Quelle était la nature de l’art sous le régime nazi ? Comment les artistes vivaient-ils au cours de cette période sinistre ? Ainsi se questionnent les deux metteurs en scène Hans-Werner Kroesinger et Regine Dura dans Stolpersteine, Théâtre de l’état (13/11). En allant explorer les archives du Badisches Staatstheater Karlsruhe, ils ont étudié et extrait des articles de presse, des documents administratifs, des discours d’époque. À la manière d’une conférence, les comédiens retranscrivent l’Histoire par le biais de vidéos et de surgissements de personnages venus du passé. Cette création doit son nom au travail de l’artiste Gunter Demning qui scelle des pavés dorés marqués du nom des victimes de l’hitlérisme sur les trottoirs des villes européennes, une façon d’ancrer la mémoire dans le quotidien des citoyens.
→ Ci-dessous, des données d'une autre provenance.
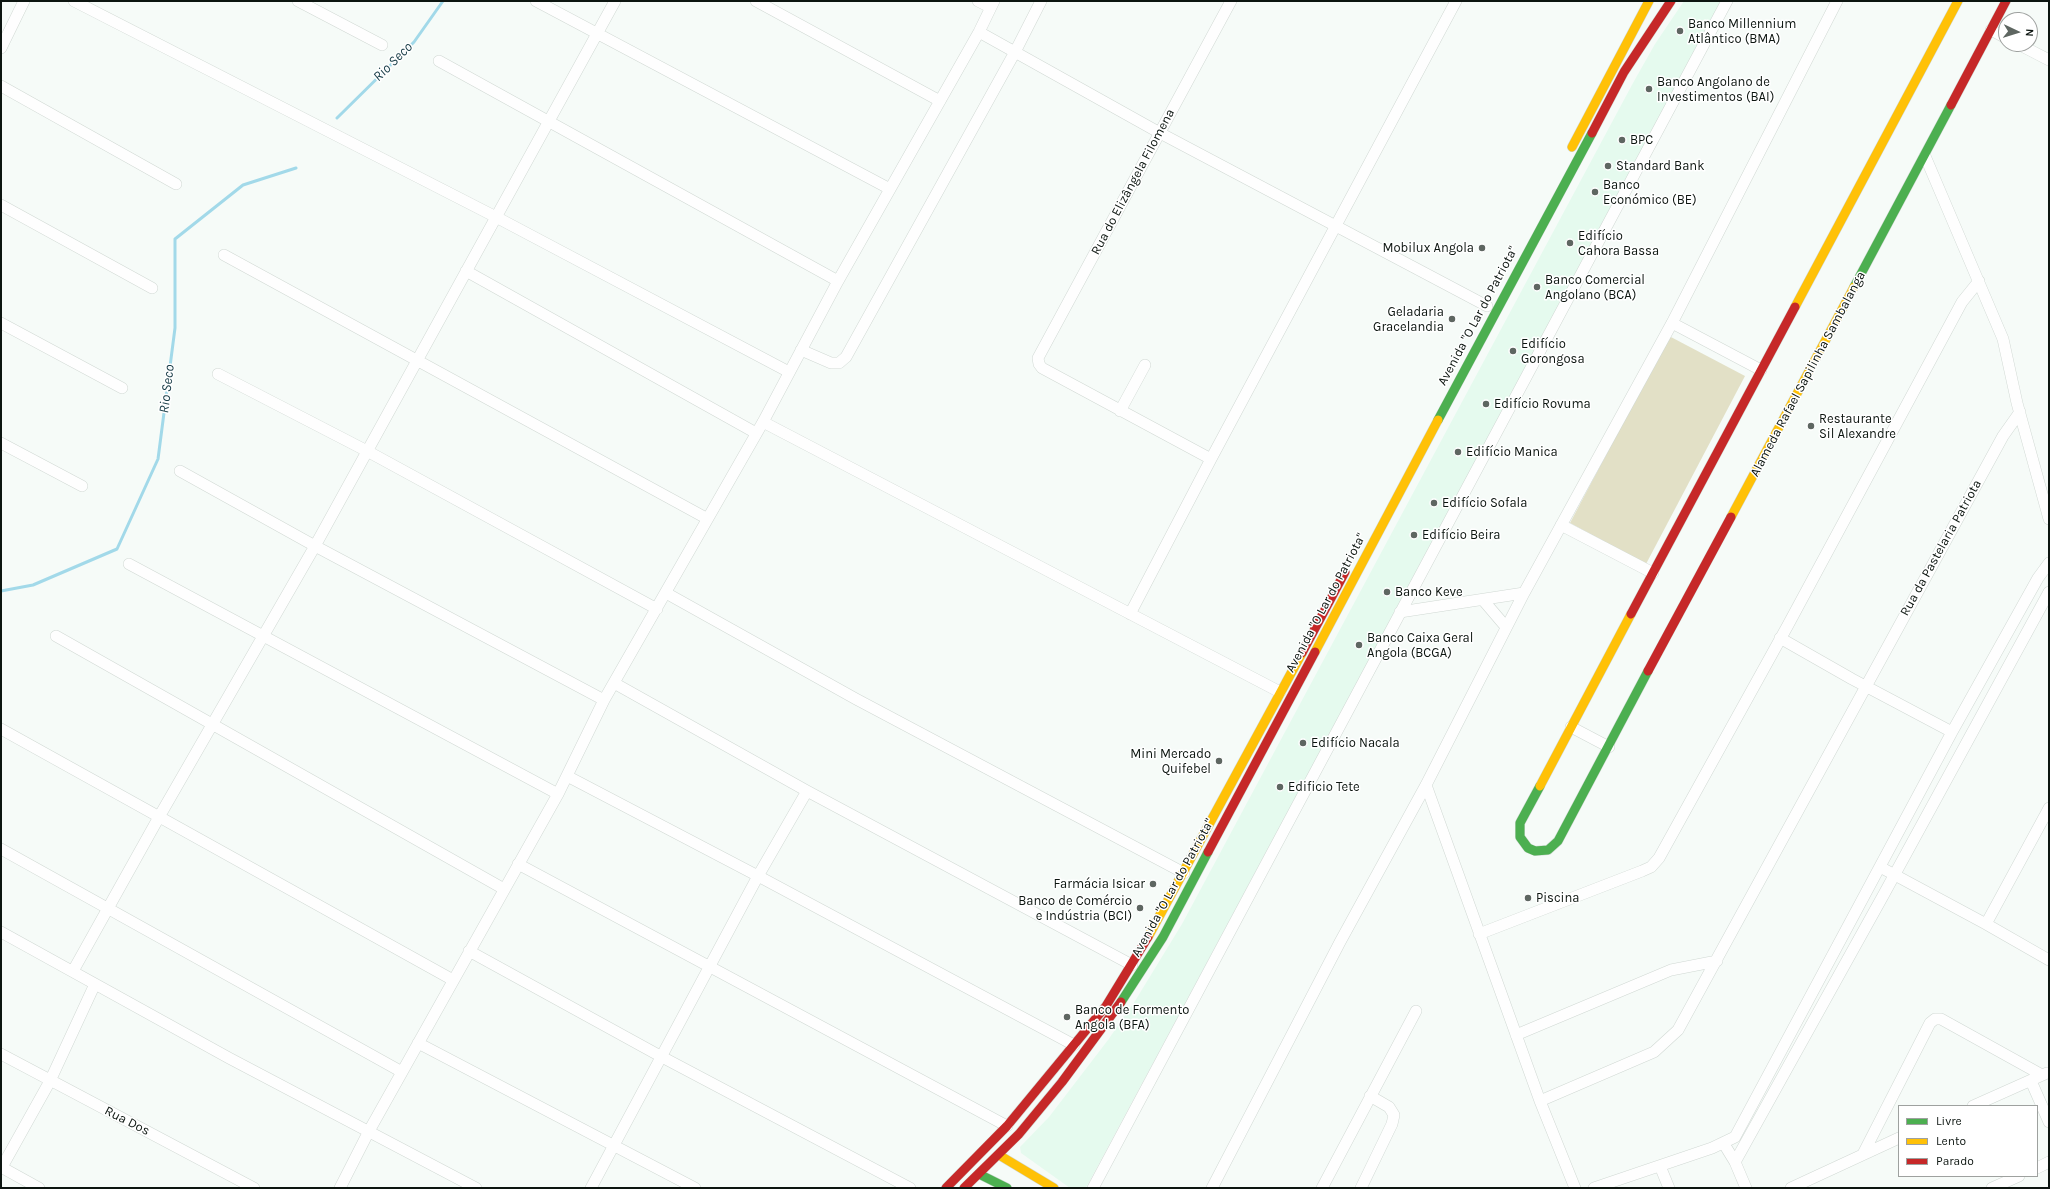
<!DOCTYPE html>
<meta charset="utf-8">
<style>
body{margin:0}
#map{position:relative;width:2050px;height:1189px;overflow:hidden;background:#f6fbf8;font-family:Karla,sans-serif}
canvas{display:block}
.frame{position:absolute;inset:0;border:2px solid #0c1510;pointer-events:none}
.legend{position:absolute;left:1898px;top:1105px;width:140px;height:72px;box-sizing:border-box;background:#fff;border:1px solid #9ea19f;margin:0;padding:5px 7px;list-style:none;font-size:12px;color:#0c1510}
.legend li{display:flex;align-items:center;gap:8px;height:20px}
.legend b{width:20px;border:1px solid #9ea19f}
.north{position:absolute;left:1998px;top:12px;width:40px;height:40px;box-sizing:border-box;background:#fff;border:1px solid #9ea19f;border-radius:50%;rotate:94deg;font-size:11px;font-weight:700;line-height:16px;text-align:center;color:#0c1510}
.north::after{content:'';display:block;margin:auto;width:14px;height:18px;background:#5e6661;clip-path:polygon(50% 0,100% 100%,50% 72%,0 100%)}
</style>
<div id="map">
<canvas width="2050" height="1189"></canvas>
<div class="frame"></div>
<ul class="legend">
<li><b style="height:5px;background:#4caf50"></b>Livre</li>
<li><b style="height:5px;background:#ffc107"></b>Lento</li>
<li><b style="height:5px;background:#c62828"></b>Parado</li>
</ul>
<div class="north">N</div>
</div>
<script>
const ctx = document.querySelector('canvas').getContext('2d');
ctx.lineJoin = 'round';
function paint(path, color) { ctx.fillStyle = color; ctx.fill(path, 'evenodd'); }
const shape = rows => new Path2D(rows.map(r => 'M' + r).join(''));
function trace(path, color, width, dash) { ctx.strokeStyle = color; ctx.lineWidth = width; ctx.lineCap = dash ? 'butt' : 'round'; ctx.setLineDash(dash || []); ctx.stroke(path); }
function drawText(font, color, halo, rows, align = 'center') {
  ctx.font = font + ' Karla,sans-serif'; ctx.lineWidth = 3; ctx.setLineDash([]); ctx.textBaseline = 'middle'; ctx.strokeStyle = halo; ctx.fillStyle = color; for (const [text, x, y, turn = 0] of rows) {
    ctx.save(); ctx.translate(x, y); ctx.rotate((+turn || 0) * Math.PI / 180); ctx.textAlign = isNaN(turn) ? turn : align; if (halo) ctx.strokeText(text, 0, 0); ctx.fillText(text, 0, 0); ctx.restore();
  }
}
paint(shape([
 [1684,1,1723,1,1087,1186,1085,1188,1070,1188,1021,1153,1020,1147,1049,1117,1108,1040,1135,1001,1182,924,1633,83,1655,44]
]), '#e5faee');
paint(shape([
 [1669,336,1745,376,1646,564,1570,523]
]), '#e2e0c6');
trace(shape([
 [337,118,414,42,443,1],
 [1,591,33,585,117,549,158,459,175,328,175,239,243,185,296,168]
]), '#a2d9e9', 3);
const street = shape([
 [74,1,496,217,789,372],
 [298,1,382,45],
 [536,1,890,189],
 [756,1,940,101],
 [978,1,990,7],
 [1991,30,2006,38],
 [979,32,1160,133,1487,306],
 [2018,44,2049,60],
 [1,48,24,1],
 [439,61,838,281],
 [1,86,176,184],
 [1925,156,2003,339,2017,403,2049,519],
 [1,205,152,288],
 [224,255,706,518],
 [466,271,756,433],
 [1,323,122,388],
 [1672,323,1761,370],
 [801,350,831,363,839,363,846,357,1015,52,1041,1],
 [218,374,367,451,657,609],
 [1120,411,1145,365],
 [763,422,1280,692],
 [1,443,82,486],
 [1211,459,1042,368,1039,364,1038,358,1231,1],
 [180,471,315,546,604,700],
 [1561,525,1653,573],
 [129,564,558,794],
 [666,593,856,699,1184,873],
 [1483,600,1506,627],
 [1400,612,1524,593],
 [1130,614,1211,459,1456,1],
 [56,636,504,889],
 [1780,638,1852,679,1952,732],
 [614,683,807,791,1132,965],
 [1571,727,1609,747],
 [1,729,453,980],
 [567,776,758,876,1074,1045],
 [1426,785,1540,1101,1575,1188],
 [1,849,402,1072],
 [518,864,1007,1126],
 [1880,867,1986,924,2049,960],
 [1986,924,2049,808],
 [1,932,229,1058,476,1188],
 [1479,934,1642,871,1651,867,1659,858,1788,625,1962,302,1979,281],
 [469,951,662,1057,910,1188],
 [73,971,159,817,315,546,615,1],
 [1516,1035,1671,970,1717,961],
 [418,1043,695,1188],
 [1,1054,254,1188],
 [2031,1081,2049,1122],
 [1540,1101,1654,1052,1678,1030,2003,436,2020,412],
 [1973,1106,2047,1073],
 [1724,1144,1735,1162,1746,1188],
 [1863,1154,1930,1023,1935,1019,1941,1019,2042,1075],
 [1735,1162,1884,894,2049,592],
 [1660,1166,1669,1188],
 [1,1167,39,1188],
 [2,1167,50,1081,95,984],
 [2037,1168,2049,1162],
 [340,1188,369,1131,558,794,604,700,763,422,838,281,979,32,994,1],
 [591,1188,758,876,807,791],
 [1093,1188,1727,1],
 [1212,1188,1340,942,1426,785,1524,593,1672,323,1837,1],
 [1322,1188,1416,1011],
 [1361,1188,1392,1124,1394,1115,1389,1107,1370,1096],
 [1594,1188,1712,1148,1735,1137,1952,732,2038,578,2049,563],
 [1791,1188,1899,1138],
 [1992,1188,2019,1176]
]);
const fast = shape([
 [1854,287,1951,105],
 [1438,420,1592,133],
 [1540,786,1520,823,1520,837,1528,848,1535,851,1548,850,1558,841,1648,671],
 [1121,1002,1163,937,1208,852],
 [979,1174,1007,1188]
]);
const slow = shape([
 [1572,147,1649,1],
 [1795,307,1958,1],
 [1731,517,1854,287],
 [1315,652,1438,420],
 [1540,786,1631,614],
 [1148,937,1302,653],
 [999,1155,1054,1188]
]);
const jam = shape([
 [1951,105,2006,1],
 [1592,133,1624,72,1671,1],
 [1631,614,1795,307],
 [1302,653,1345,572],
 [1648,671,1731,517],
 [1208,852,1315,652],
 [946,1188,1007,1126,1106,1006,1148,937],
 [964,1188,1019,1134,1062,1082,1121,1002]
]);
trace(street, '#d0d8d3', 12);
trace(fast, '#d0d8d3', 10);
trace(slow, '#d0d8d3', 10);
trace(jam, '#d0d8d3', 10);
trace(street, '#fefefe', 11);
trace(fast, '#4caf50', 9);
trace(slow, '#ffc107', 9);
trace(jam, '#c62828', 9);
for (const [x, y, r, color] of [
 [1680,31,4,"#5e6661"],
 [1649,89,4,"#5e6661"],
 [1622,140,4,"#5e6661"],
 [1608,166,4,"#5e6661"],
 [1595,192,4,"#5e6661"],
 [1570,243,4,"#5e6661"],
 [1482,248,4,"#5e6661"],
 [1537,287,4,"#5e6661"],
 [1452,319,4,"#5e6661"],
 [1513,351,4,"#5e6661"],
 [1486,404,4,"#5e6661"],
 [1811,426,4,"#5e6661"],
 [1458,452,4,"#5e6661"],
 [1434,503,4,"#5e6661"],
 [1414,535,4,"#5e6661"],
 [1387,592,4,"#5e6661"],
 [1359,645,4,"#5e6661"],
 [1303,743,4,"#5e6661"],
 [1219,761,4,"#5e6661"],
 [1280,787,4,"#5e6661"],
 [1153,884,4,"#5e6661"],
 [1528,898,4,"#5e6661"],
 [1140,908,4,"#5e6661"],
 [1067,1017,4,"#5e6661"]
]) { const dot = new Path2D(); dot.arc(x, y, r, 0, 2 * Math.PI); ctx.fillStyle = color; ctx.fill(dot); trace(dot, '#fff', 1.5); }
drawText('13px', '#0c1510', '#fff', [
 ["Banco Millennium",1688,24],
 ["Atlântico (BMA)",1688,39],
 ["Banco Angolano de",1657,82],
 ["Investimentos (BAI)",1657,97],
 ["BPC",1630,140],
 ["Standard Bank",1616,166],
 ["Banco",1603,185],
 ["Económico (BE)",1603,200],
 ["Edifício",1578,236],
 ["Cahora Bassa",1578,251],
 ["Mobilux Angola",1474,248,"right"],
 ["Banco Comercial",1545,280],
 ["Angolano (BCA)",1545,295],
 ["Geladaria",1444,312,"right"],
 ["Gracelandia",1444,327,"right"],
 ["Edifício",1521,344],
 ["Gorongosa",1521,359],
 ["Edifício Rovuma",1494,404],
 ["Restaurante",1819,419],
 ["Sil Alexandre",1819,434],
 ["Edifício Manica",1466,452],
 ["Edifício Sofala",1442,503],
 ["Edifício Beira",1422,535],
 ["Banco Keve",1395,592],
 ["Banco Caixa Geral",1367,638],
 ["Angola (BCGA)",1367,653],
 ["Edifício Nacala",1311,743],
 ["Mini Mercado",1211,754,"right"],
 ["Quifebel",1211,769,"right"],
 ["Edificio Tete",1288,787],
 ["Farmácia Isicar",1145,884,"right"],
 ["Piscina",1536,898],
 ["Banco de Comércio",1132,901,"right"],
 ["e Indústria (BCI)",1132,916,"right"],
 ["Banco de Formento",1075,1010],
 ["Angola (BFA)",1075,1025]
], 'left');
drawText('13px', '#0c1510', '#fff', [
 ["Rua do Elizângela Filomena",1133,182,-62],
 ["Avenida \"O Lar do Patriota\"",1478,316,-62],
 ["Alameda Rafael Sapilinha Sambalanga",1808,374,-62],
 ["Rua da Pastelaria Patriota",1941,548,-61],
 ["Avenida \"O Lar do Patriota\"",1326,603,-62],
 ["Avenida \"O Lar do Patriota\"",1173,888,-61],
 ["Rua Dos",127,1121,27]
]);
drawText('italic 14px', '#1b3f49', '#fff', [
 ["Rio Seco",393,62,-45],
 ["Rio Seco",167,389,-83]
]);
</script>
Photo de Christian Brachwitz

Le souvenir est à l’honneur cette année à Neue Stücke. Le collectif Werkgruppe2 nous plonge avec Gypses, Roma in Europa (14 & 15/11) dans l’histoire des Roms, de leur extermination dans les camps nazis à leur expulsion de la Roumanie pendant la guerre de Bosnie-Herzégovine. Comédiens et musiciens sont allés interviewer des Roms en France, en Allemagne et en Roumanie. Rythmé par la restitution de leur parole, ce spectacle musical documentaire interroge notre manière de percevoir la plus grande des minorités ethniques d’Europe, son parcours, sa place dans la société face aux stéréotypes et préjugés. L’auteur Édouard Louis, 25 ans, a lui aussi souffert du regard des autres. Il en a fait un roman autobiographique En finir avec Eddy Bellegueule mis en scène par Leyla-Claire Rabih (21 & 22/11). Eddy vit dans une petite ville du Nord de la France, il grandit dans une famille où l’amour ne se montre pas et dans une grande précarité. Là-bas, il est presque impossible de transcender le déterminisme social. Les hommes travaillent à l’usine et boivent à longueur de journée tandis que les “femmes adolescentes” s’usent à élever leurs enfants et faire la caisse au supermarché. Le jeune homme endure les insultes du fait de son allure féminine et de sa voix fluette. Comment s’accepter tel que l’on est dans un milieu où l’homosexualité, la différence et les étrangers sont dénoncés ? Cette création retrace l’histoire d’une émancipation, d’une volonté de devenir soi. Les cinq comédiens-narrateurs font vivre ces mots sur un plateau coloré apparaissant comme un jeu de Rubik’s Cube semé d’embûches.